10

I am working with AWS Textract and I want to analyze a multipage document, therefore I have to use the async options, so I first used startDocumentAnalysisfunction and I got a JobId as the return, But it needs to trigger a function that I have set to trigger when the SNS topic got a message.

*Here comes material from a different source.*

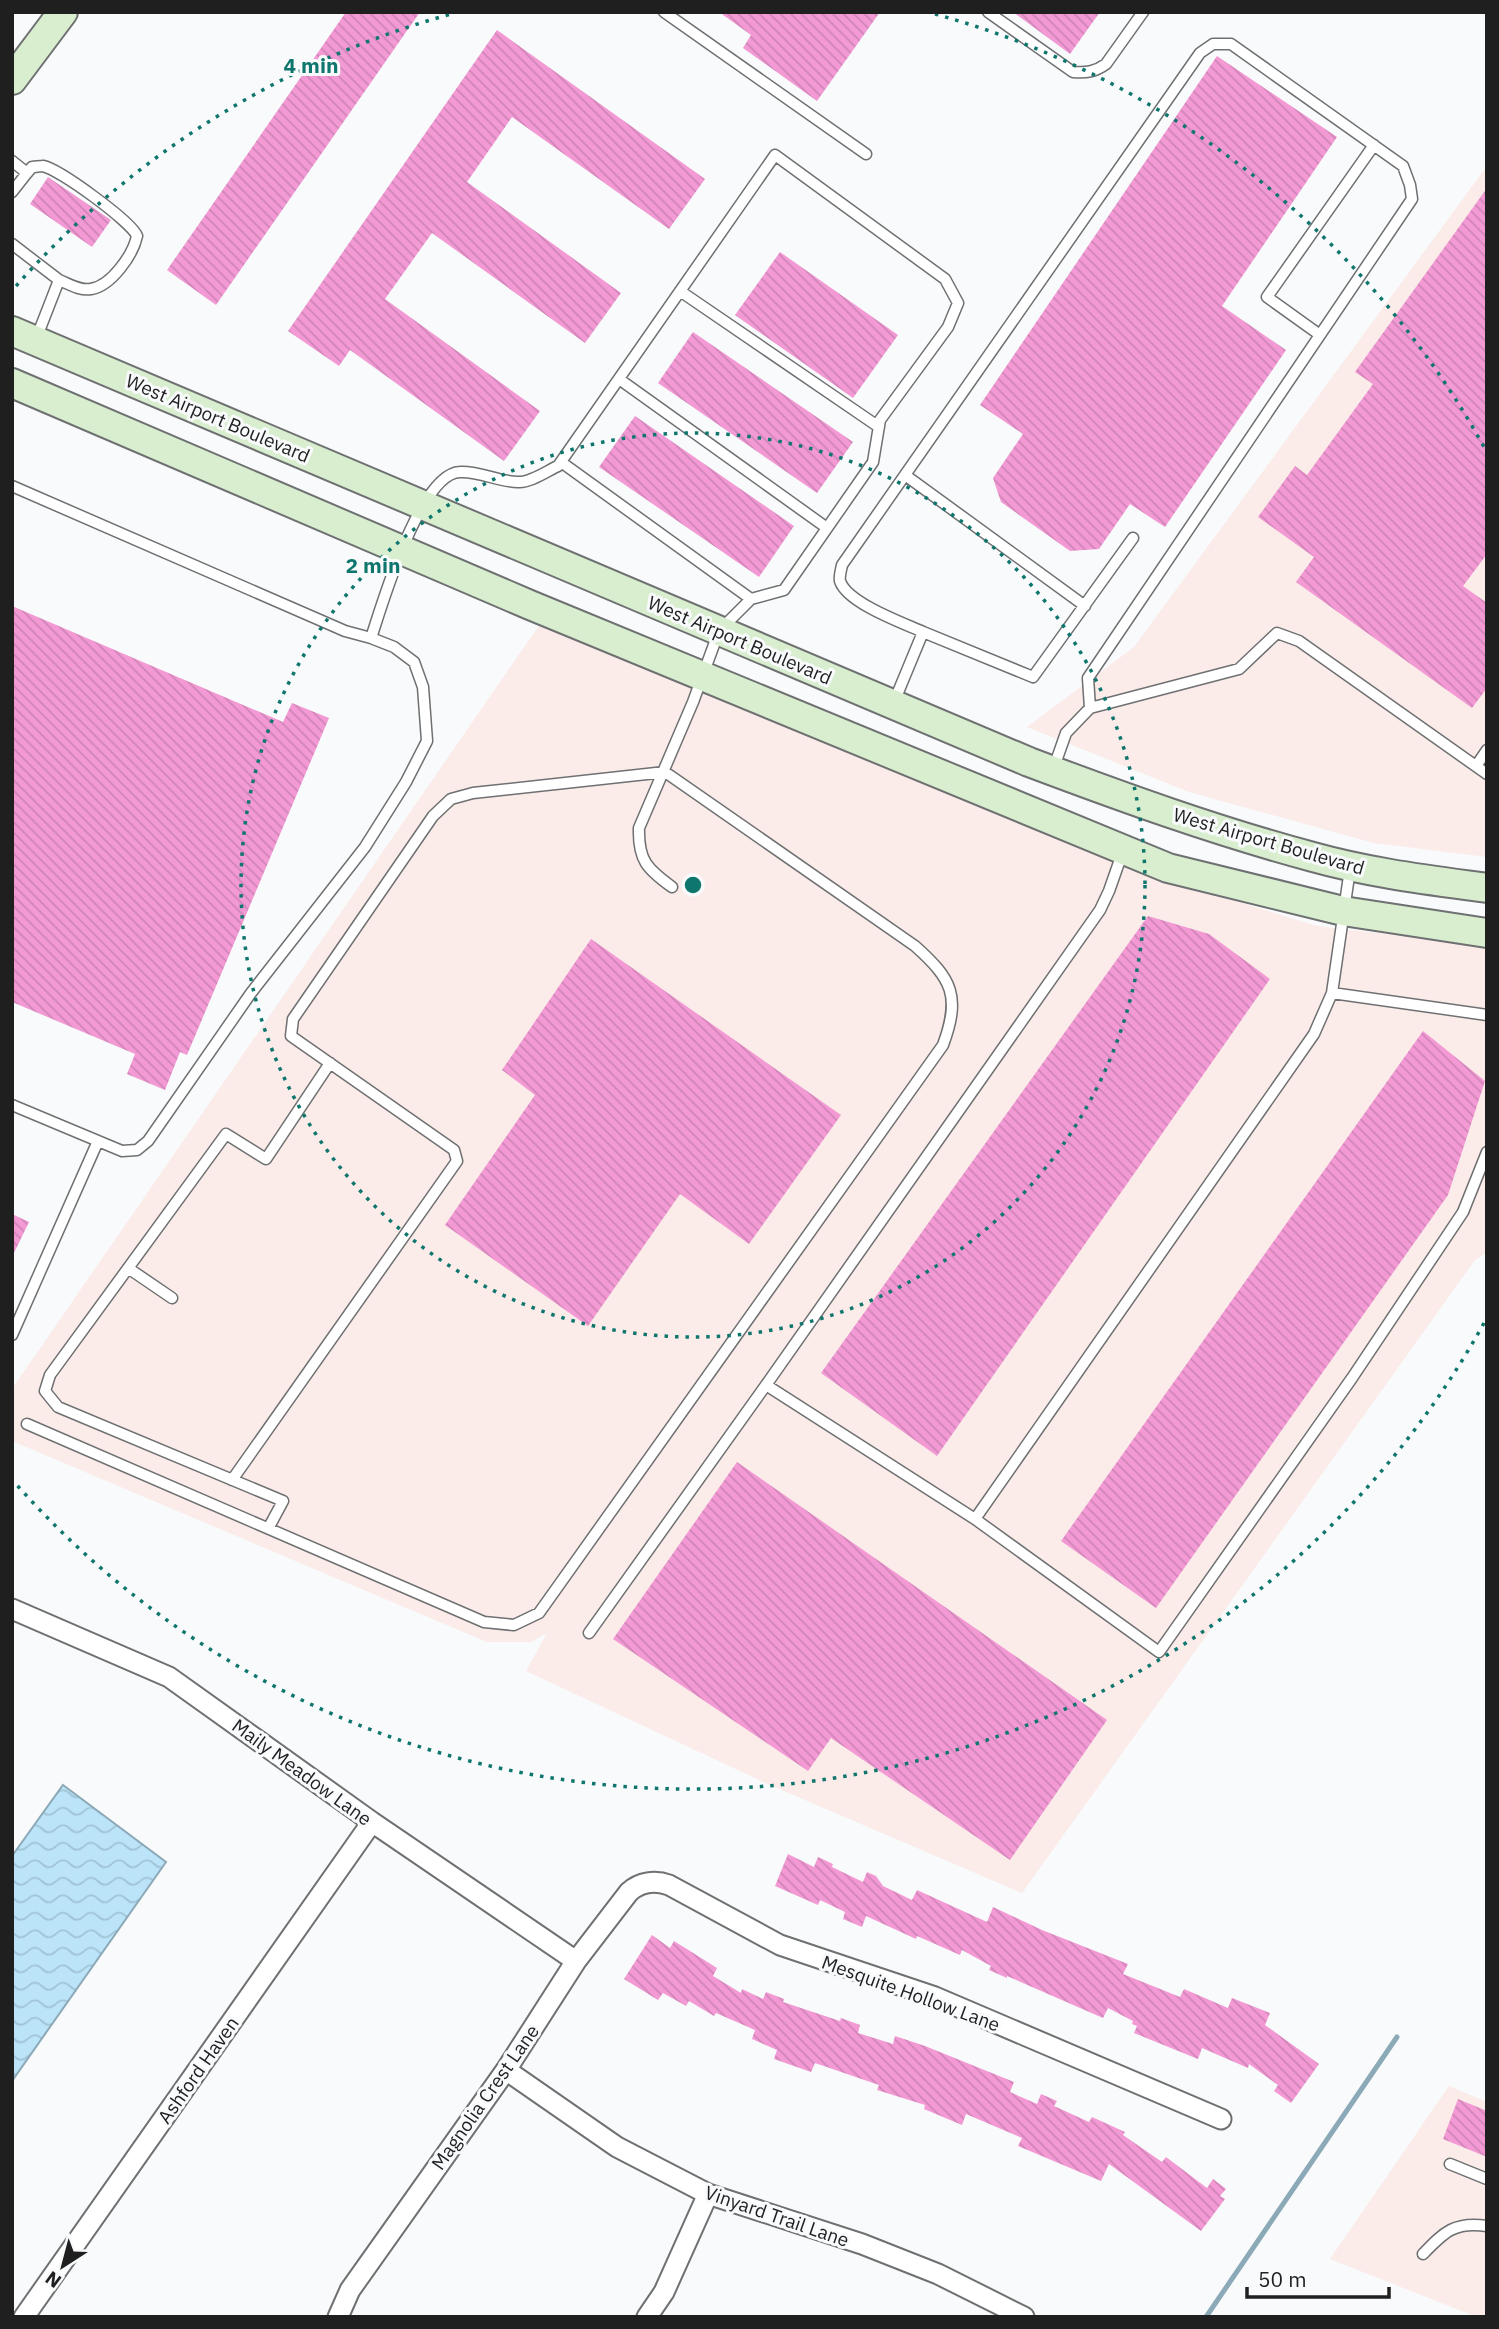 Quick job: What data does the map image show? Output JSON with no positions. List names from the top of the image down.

These are my serverless file and handler file.

provider:
  name: aws
  runtime: nodejs8.10
  stage: dev
  region: us-east-1
  iamRoleStatements:
    - Effect: "Allow"
      Action:
       - "s3:*"
      Resource: { "Fn::Join": ["", ["arn:aws:s3:::${self:custom.secrets.IMAGE_BUCKET_NAME}", "/*" ] ] }
    - Effect: "Allow"
      Action:
        - "sts:AssumeRole"
        - "SNS:Publish"
        - "lambda:InvokeFunction"
        - "textract:DetectDocumentText"
        - "textract:AnalyzeDocument"
        - "textract:StartDocumentAnalysis"
        - "textract:GetDocumentAnalysis"
      Resource: "*"

custom:
  secrets: ${file(secrets.${opt:stage, self:provider.stage}.yml)}

functions:
  routes:
    handler: src/functions/routes/handler.run
    events:
      - s3:
          bucket: ${self:custom.secrets.IMAGE_BUCKET_NAME}
          event: s3:ObjectCreated:*

  textract:
    handler: src/functions/routes/handler.detectTextAnalysis
    events:
      - sns: "TextractTopic"

resources:
  Resources:
    TextractTopic:
        Type: AWS::SNS::Topic
        Properties:
          DisplayName: "Start Textract API Response"
          TopicName: TextractResponseTopic

Handler.js

module.exports.run = async (event) => {
  const uploadedBucket = event.Records[0].s3.bucket.name;
  const uploadedObjetct = event.Records[0].s3.object.key;

  var params = {
    DocumentLocation: {
      S3Object: {
        Bucket: uploadedBucket,
        Name: uploadedObjetct
      }
    },
    FeatureTypes: [
      "TABLES", 
      "FORMS"
    ],
    NotificationChannel: {
      RoleArn: 'arn:aws:iam::<accont-id>:role/qvalia-ocr-solution-dev-us-east-1-lambdaRole', 
      SNSTopicArn: 'arn:aws:sns:us-east-1:<accont-id>:TextractTopic'
    }
  };

  let textractOutput = await new Promise((resolve, reject) => {
    textract.startDocumentAnalysis(params, function(err, data) {
      if (err) reject(err); 
      else resolve(data);
    });
  });
}

I manually published an sns message to the topic and then it is firing the textract lambda, which currently has this,

module.exports.detectTextAnalysis = async (event) => {
  console.log('SNS Topic isssss Generated');
  console.log(event.Records[0].Sns.Message);
};

What is the mistake that I have and why the textract startDocumentAnalysis is not publishing a message and making it trigger the lambda?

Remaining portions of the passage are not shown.